The events of 10th December were not isolated.
A few months ago Yunoos, cartoonist for the much respected Aththa, journal of
the Communist Party, was stabbed, leading to protests by journalists.On 10th
October, the lady mayor of Nuwara Eliya and several of her body guards took
strong arm measures to block the sales of two newspapers, the Ravaya and the
Yukthiya. This led to protest meetins in the town organised by journalists affiliated
to the Free Media Movement and the use of the Police in attempts to deter them.
The unhealthy drift in the political culture was also reflected in an event in the University of Colombo involving Dr. Nalin de Silva of the the Department of Mathematics and prominently of the Jathika Chinthanaya Movement. Dr. de Silva adopted an insensitively communal position on the ethnic question. This position maintained at best that the ethnic problem did not exist or at worst that it was an Indian ploy, notwithstanding years of bloody civil strife. The Doctor's affairs of immediate concern to the university were however his reportedly controversial relations with his colleagues and students. It was generally alleged that his brash attitude to colleagues and the conduct of students influenced by him were disruptive to the functioning of the university. On 4th December the university council issued a suspension order against him and even before the suspension was explained, followed it up the next day with an interdiction order. The university was at this time closed due to disruption. It became evident as the days followed that the matter was not so simple. Dr.de Silva had been repeatedly elected to responsible positions in staff unions. Currently he is president of the Federation of University Teachers' Associations (FUTA) and also of the University Science Teachers' Association.
The problem was thus that though many of Dr. de Silva's colleagues disapproved of his actions, the matter was referred to higher authorities because there was no functioning structure, such as a healthy union, that could discuss the matter and take up positions. This would have been the right way to constrain aberrant conduct among colleagues. On the part of the authorities, they left themselves open to accusations of high-handedness by acting against Dr. de Silva without first calling for his explanation. Several of Dr. de Silva's colleagues feel that his conduct has been both insulting and intimidating. The kind of political ideology articulated by Dr. de Silva inevitably leads to conduct that is insensitive and oppressive. Those like him may arouse sympathy by rightly pointing out the shortcomings of the system. But their ultimate role is not of reform, but to exacerbate these shortcomings and profit by them. It is amidst this broad failure of sound traditions that there is a resort to levers of power that prudence demands should, if at all, be touched sparingly and with caution.
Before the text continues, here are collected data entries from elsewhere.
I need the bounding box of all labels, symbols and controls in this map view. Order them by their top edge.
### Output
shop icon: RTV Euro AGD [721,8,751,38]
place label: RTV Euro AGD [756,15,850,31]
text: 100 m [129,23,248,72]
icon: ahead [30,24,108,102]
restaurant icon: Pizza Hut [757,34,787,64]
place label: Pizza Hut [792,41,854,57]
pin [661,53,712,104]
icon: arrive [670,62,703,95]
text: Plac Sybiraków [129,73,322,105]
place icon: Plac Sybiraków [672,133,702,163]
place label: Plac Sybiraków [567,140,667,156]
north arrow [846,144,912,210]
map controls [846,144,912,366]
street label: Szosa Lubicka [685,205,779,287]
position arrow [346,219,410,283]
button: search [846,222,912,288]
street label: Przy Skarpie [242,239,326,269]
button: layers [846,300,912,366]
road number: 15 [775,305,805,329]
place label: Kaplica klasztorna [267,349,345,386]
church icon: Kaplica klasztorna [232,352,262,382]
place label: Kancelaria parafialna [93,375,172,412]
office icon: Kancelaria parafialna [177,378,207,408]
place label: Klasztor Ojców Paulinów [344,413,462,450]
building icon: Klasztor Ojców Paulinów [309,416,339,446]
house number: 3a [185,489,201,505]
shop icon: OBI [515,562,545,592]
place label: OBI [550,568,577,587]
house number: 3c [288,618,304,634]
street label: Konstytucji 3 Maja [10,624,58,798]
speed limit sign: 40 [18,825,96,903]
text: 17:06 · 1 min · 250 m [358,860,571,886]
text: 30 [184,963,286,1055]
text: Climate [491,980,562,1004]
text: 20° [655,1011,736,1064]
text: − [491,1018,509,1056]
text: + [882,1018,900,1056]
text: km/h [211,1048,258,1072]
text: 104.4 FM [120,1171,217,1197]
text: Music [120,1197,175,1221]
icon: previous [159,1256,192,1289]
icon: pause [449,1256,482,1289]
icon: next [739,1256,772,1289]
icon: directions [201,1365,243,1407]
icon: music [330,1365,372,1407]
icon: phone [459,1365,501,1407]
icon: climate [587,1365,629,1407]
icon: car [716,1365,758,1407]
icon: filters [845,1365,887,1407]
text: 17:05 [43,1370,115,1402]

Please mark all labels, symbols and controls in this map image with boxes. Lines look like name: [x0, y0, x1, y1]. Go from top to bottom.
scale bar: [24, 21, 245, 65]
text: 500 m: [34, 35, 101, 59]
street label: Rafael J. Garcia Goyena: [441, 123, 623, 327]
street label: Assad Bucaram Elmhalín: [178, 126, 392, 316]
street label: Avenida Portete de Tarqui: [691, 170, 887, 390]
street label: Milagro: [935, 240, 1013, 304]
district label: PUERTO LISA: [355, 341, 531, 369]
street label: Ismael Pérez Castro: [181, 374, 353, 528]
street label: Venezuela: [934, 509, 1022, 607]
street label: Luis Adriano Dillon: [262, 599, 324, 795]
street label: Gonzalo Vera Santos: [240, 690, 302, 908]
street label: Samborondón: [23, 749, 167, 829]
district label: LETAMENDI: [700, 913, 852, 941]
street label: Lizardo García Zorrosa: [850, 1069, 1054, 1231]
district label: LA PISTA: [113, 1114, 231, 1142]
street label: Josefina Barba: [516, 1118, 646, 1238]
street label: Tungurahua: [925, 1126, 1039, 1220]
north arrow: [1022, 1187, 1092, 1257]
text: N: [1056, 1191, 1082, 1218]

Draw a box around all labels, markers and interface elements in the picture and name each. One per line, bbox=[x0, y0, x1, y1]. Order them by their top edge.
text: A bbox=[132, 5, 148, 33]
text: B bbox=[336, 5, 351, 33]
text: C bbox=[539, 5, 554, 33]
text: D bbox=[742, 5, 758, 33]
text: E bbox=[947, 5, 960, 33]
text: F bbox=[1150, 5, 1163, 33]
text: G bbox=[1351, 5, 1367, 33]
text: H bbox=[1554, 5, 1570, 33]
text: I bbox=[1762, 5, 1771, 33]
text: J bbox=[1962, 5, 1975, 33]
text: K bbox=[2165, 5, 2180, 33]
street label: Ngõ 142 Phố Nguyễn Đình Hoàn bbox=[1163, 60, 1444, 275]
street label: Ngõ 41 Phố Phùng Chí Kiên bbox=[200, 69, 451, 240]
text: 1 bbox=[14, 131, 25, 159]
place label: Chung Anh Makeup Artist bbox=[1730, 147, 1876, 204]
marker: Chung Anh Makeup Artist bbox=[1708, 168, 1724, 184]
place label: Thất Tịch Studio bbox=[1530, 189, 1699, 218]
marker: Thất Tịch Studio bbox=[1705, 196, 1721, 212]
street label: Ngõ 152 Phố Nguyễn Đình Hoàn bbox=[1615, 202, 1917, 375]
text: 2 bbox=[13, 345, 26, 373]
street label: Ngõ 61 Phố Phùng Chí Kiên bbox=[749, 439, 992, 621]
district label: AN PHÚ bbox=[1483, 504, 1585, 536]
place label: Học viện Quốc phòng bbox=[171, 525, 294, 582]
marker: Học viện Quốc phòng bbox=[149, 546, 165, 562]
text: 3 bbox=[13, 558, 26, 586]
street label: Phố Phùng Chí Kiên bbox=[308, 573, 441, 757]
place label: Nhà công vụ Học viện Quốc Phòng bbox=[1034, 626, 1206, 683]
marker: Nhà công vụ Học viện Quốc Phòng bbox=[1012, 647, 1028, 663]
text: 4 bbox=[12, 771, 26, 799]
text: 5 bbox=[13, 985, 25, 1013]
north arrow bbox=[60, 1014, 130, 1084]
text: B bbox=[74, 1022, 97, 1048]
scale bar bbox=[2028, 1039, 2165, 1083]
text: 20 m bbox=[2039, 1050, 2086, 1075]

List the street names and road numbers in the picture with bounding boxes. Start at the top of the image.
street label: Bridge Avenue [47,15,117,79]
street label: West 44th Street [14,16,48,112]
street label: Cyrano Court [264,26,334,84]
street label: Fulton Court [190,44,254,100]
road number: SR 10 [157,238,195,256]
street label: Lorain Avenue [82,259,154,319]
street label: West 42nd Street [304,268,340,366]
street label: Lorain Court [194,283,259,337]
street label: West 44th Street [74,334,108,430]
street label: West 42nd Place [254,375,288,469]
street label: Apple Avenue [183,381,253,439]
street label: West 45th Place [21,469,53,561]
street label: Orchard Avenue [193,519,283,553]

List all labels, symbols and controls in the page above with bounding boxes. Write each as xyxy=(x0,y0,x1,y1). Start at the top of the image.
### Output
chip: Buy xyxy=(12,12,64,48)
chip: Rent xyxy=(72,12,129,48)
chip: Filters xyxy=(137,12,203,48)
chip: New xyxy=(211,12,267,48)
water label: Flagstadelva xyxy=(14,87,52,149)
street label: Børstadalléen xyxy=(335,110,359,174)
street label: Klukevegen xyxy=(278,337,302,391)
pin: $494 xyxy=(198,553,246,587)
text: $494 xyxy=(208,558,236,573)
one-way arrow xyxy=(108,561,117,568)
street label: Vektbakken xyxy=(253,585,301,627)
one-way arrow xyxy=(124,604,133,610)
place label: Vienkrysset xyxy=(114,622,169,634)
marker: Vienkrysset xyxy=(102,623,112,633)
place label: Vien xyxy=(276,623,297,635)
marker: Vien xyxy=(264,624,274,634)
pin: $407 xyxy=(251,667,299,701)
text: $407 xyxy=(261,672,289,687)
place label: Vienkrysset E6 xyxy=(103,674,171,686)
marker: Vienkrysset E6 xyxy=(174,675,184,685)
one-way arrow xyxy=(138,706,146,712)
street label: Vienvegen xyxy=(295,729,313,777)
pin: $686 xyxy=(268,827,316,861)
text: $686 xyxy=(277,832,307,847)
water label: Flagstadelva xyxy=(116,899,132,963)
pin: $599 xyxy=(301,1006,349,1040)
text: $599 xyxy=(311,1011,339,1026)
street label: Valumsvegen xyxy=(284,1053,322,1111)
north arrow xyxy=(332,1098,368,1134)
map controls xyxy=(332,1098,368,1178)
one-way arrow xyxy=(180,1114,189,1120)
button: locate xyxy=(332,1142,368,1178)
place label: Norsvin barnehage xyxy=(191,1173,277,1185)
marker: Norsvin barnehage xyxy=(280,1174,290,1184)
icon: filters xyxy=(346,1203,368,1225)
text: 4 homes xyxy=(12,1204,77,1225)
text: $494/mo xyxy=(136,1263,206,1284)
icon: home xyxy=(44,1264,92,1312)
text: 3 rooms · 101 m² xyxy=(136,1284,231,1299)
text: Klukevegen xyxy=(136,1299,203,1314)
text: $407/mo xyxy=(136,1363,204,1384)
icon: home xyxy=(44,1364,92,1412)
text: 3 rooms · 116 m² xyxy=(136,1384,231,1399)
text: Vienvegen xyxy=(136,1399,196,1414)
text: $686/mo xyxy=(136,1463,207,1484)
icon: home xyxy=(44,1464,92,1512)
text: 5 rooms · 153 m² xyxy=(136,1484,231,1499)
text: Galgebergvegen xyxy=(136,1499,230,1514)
Thus the unhappy trend in our universities continues. Instead of training the intellect and character of students, they too are being trained, like their peers, to think and act like army brigadiers.
There is also a general concern that any charges framed against Dr. de Silva would of necessity have to be so vague and general as to create a precedent for more thoroughgoing victimisation of those not liked by the authorities. Expressing his concern about the whole procedure while dissociating from Dr. de. Silva's views, Osmund Jayaratne, trade unionist and professor emeritus ended his letter to the Island' with a line from Shakespere's Hamlet': `There appears to be something wrong in the state of Denmark'.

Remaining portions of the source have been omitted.